What this task involves: Give the listing again word for word. Leave every image out.

Segment Start: Input data

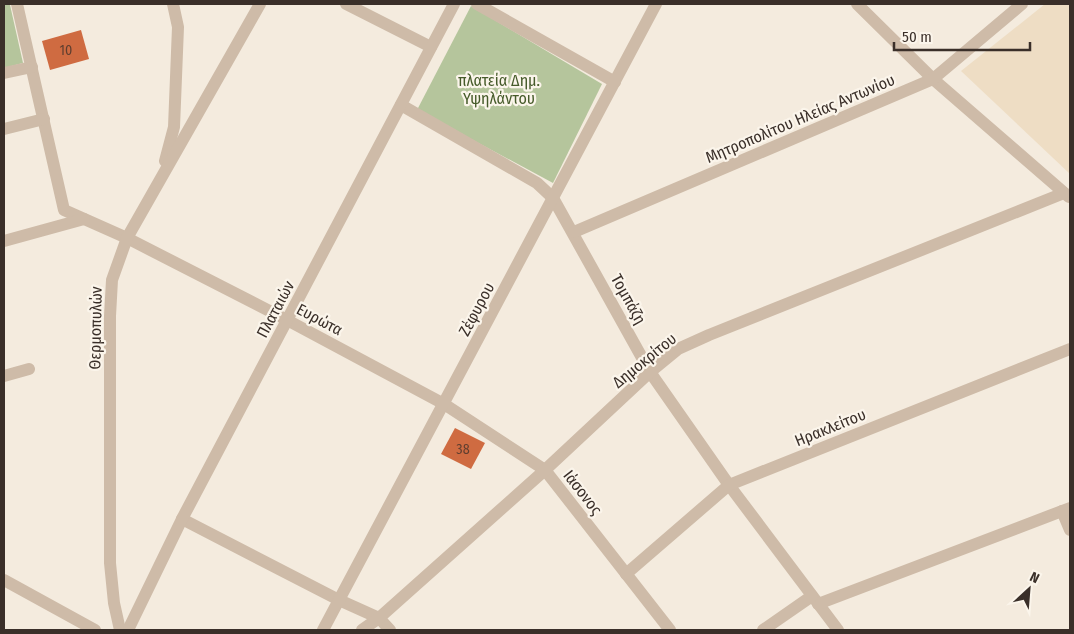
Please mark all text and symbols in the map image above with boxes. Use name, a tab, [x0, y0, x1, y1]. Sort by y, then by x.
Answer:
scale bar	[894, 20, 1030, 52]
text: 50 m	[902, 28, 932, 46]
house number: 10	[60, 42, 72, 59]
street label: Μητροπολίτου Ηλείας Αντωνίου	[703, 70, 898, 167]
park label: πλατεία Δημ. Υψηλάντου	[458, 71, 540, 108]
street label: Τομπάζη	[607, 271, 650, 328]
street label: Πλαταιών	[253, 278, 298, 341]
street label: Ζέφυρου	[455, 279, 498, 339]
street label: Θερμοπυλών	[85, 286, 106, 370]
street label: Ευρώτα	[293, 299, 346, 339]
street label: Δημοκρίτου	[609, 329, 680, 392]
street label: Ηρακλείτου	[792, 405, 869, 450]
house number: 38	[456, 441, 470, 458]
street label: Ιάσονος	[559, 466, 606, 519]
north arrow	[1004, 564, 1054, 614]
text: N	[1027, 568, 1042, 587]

Segment End: Input data

Worked solution:
Please mark all text and symbols in the map image above with boxes. Use name, a tab, [x0, y0, x1, y1]. Sort by y, then by x.
Answer:
scale bar	[894, 20, 1030, 52]
text: 50 m	[902, 28, 932, 46]
house number: 10	[60, 42, 72, 59]
street label: Μητροπολίτου Ηλείας Αντωνίου	[703, 70, 898, 167]
park label: πλατεία Δημ. Υψηλάντου	[458, 71, 540, 108]
street label: Τομπάζη	[607, 271, 650, 328]
street label: Πλαταιών	[253, 278, 298, 341]
street label: Ζέφυρου	[455, 279, 498, 339]
street label: Θερμοπυλών	[85, 286, 106, 370]
street label: Ευρώτα	[293, 299, 346, 339]
street label: Δημοκρίτου	[609, 329, 680, 392]
street label: Ηρακλείτου	[792, 405, 869, 450]
house number: 38	[456, 441, 470, 458]
street label: Ιάσονος	[559, 466, 606, 519]
north arrow	[1004, 564, 1054, 614]
text: N	[1027, 568, 1042, 587]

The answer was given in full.